Material for this task =>

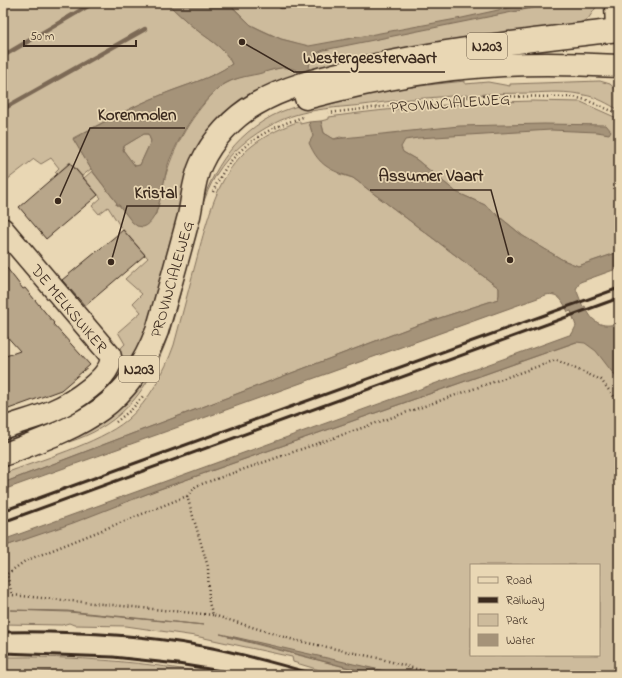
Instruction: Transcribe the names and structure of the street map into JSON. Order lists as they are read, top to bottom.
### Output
{
  "streets": {
    "main road": ["N203", "PROVINCIALEWEG"],
    "street": ["DE MELKSUIKER"]
  },
  "places": [
    "Westergeestervaart",
    "Korenmolen",
    "Assumer Vaart",
    "Kristal"
  ],
  "legend": [
    "Road",
    "Railway",
    "Park",
    "Water"
  ],
  "scale_bar": "50 m"
}
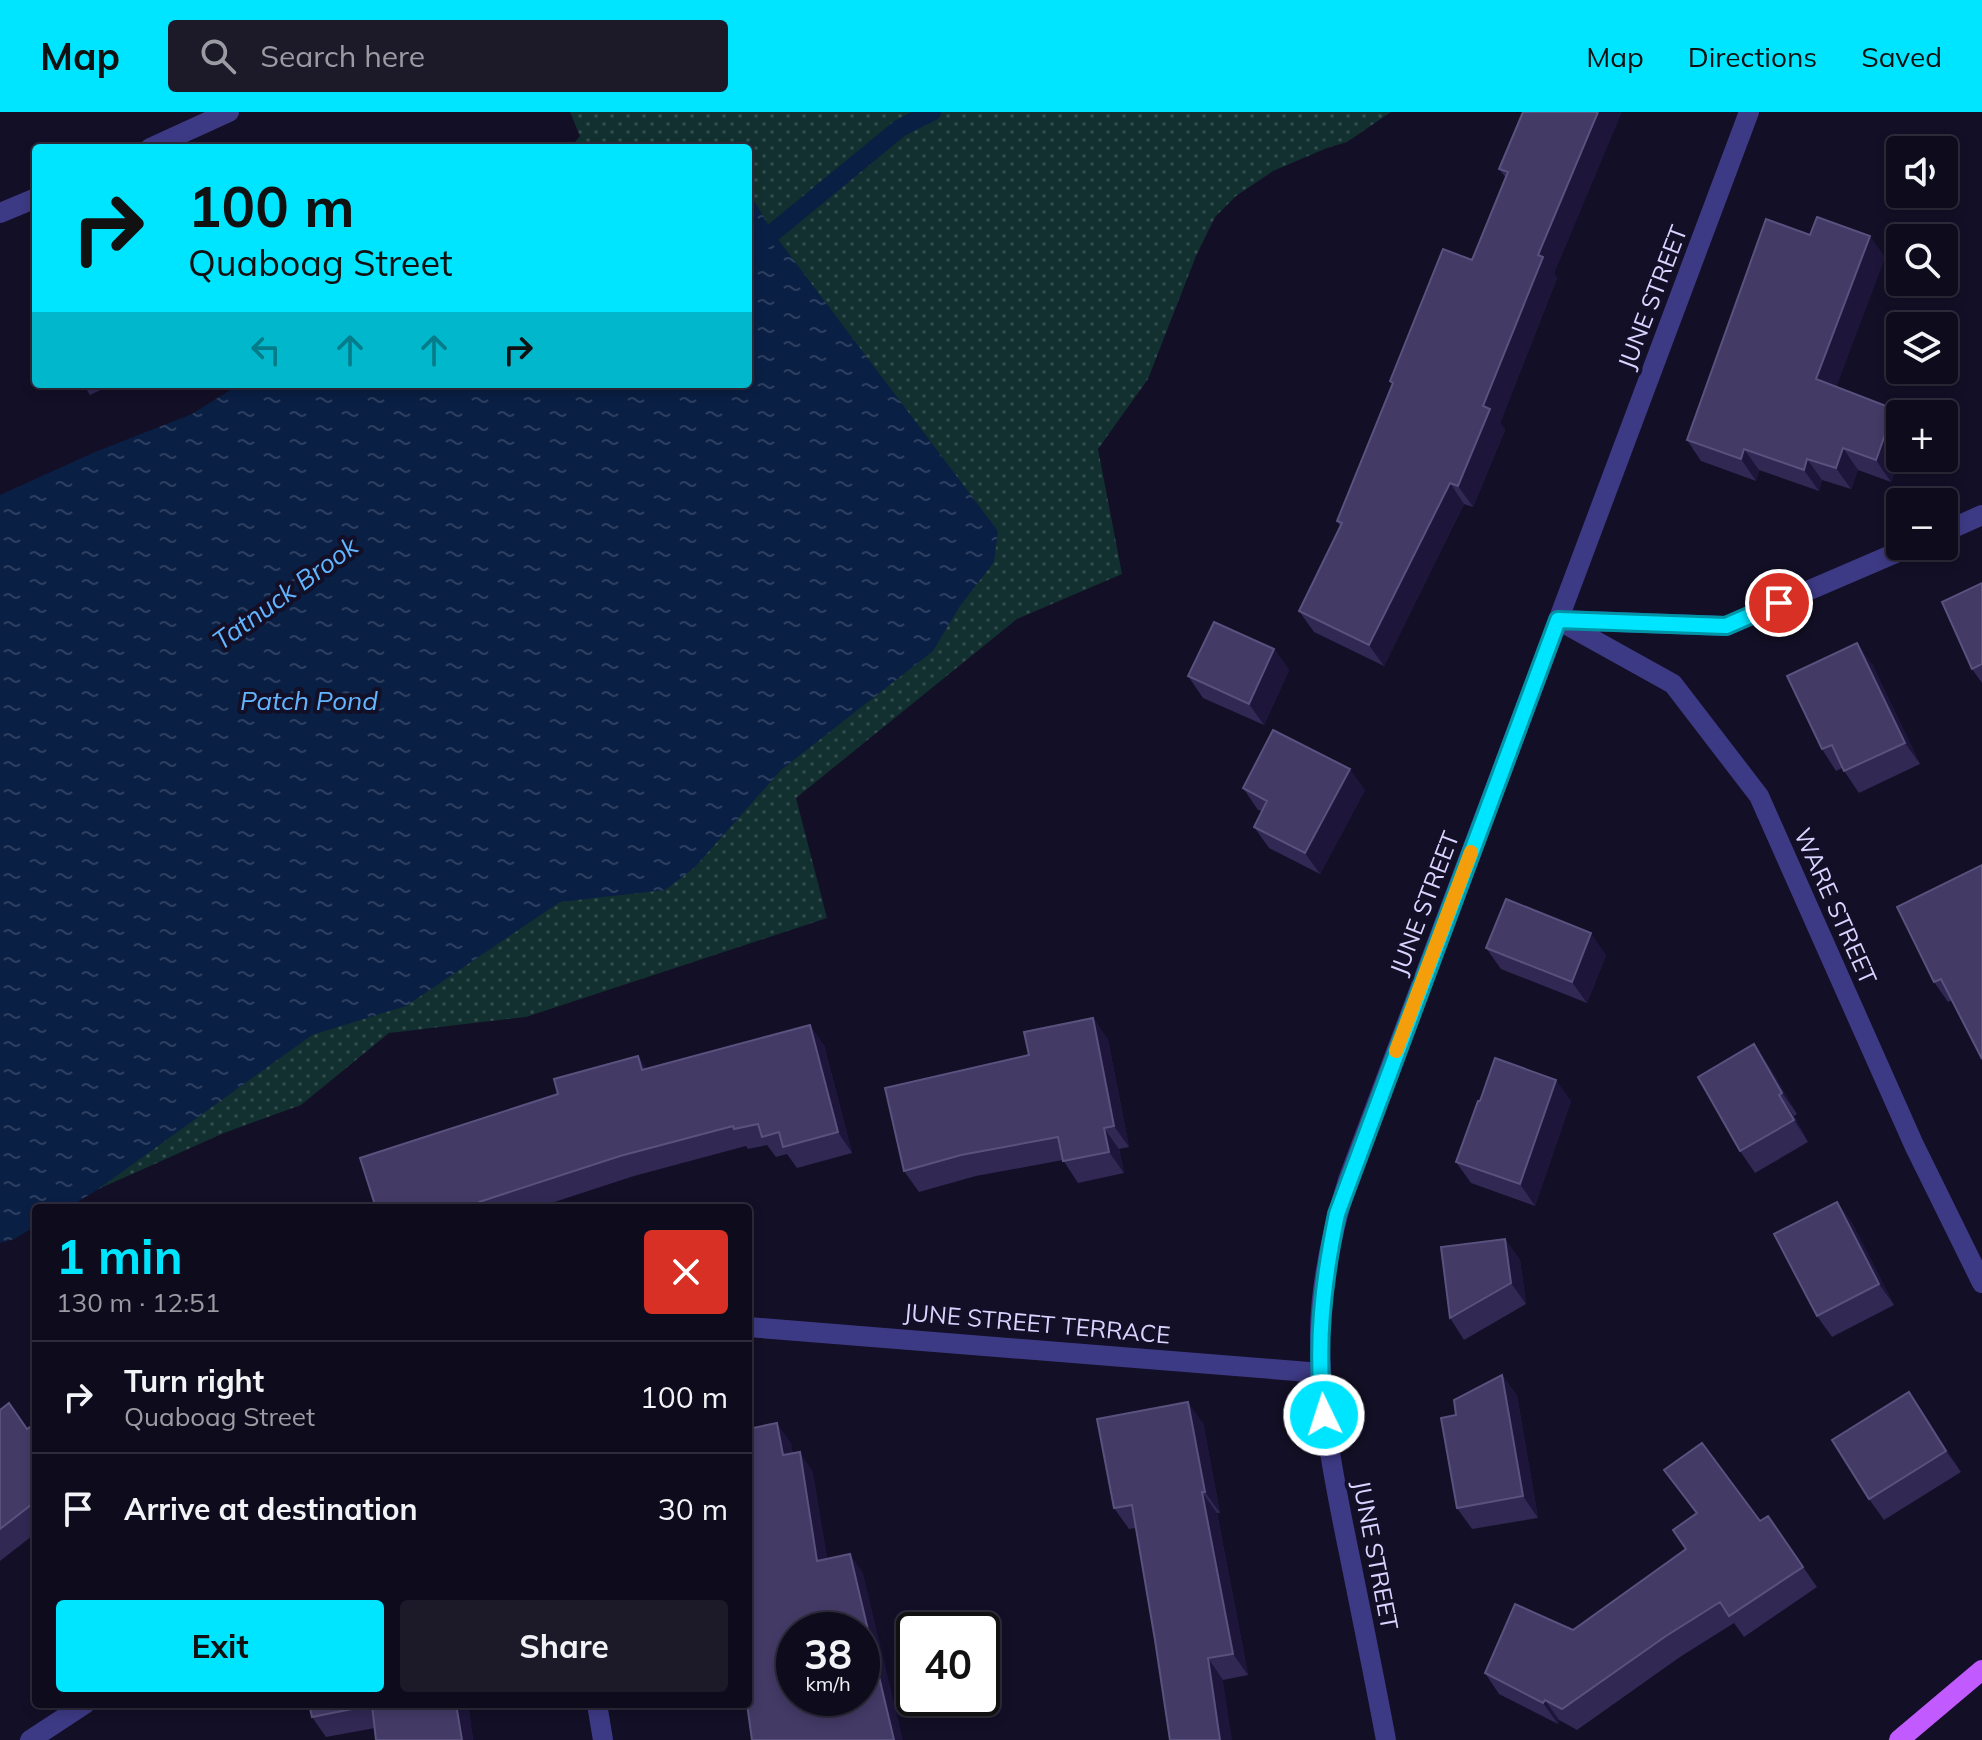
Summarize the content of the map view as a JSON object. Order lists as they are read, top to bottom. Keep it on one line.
{"streets":{"street":["JUNE STREET","WARE STREET","JUNE STREET TERRACE"]},"crossings":[["JUNE STREET","WARE STREET"],["JUNE STREET","JUNE STREET TERRACE"]],"water":["Tatnuck Brook","Patch Pond"],"page":{"header":"Map","search":"Search here","nav":["Map","Directions","Saved"],"map_buttons":["+","−"],"turn":["100 m","Quaboag Street"],"heading":["1 min","130 m · 12:51"],"list":[{"name":"Turn right","note":"Quaboag Street","value":"100 m"},{"name":"Arrive at destination","value":"30 m"}],"buttons":["Exit","Share"],"speed":"38 km/h","limit":"40"}}
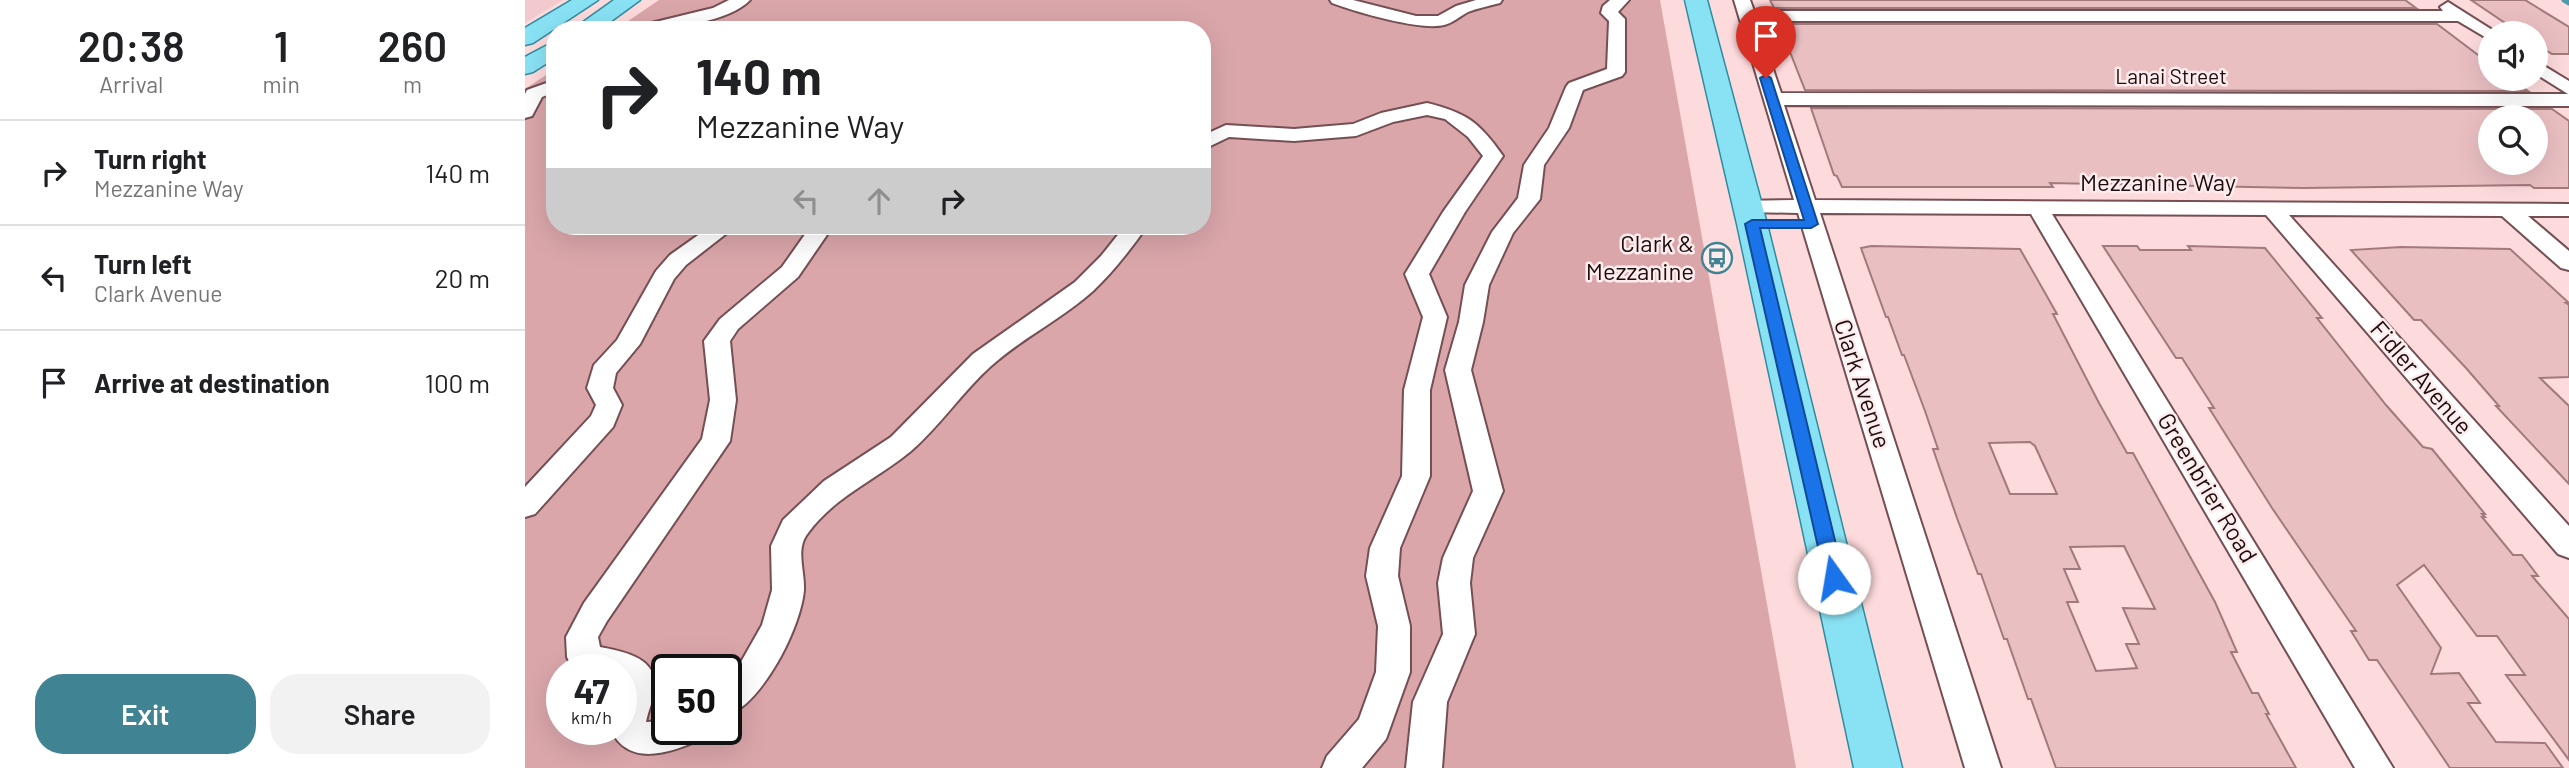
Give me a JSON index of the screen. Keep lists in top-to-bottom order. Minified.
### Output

Work instruction =>
There is a line above that contains "Give me a JSON". Copy it and all later lines through the last, exactly, and leave out the rest.

Response to this task =>
Give me a JSON index of the screen. Keep lists in top-to-bottom order. Minified.
### Output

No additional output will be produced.